* [Aim of the task] An exact reproduction of all entries is required.

* [Dataset entries]
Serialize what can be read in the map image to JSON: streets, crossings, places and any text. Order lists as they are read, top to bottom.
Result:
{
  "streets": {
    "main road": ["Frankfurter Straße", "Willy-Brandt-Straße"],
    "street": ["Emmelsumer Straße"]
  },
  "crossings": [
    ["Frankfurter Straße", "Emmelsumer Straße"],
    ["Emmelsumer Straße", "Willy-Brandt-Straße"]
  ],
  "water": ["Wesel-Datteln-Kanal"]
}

* [Problem solution]
Serialize what can be read in the map image to JSON: streets, crossings, places and any text. Order lists as they are read, top to bottom.
Result:
{
  "streets": {
    "main road": ["Frankfurter Straße", "Willy-Brandt-Straße"],
    "street": ["Emmelsumer Straße"]
  },
  "crossings": [
    ["Frankfurter Straße", "Emmelsumer Straße"],
    ["Emmelsumer Straße", "Willy-Brandt-Straße"]
  ],
  "water": ["Wesel-Datteln-Kanal"]
}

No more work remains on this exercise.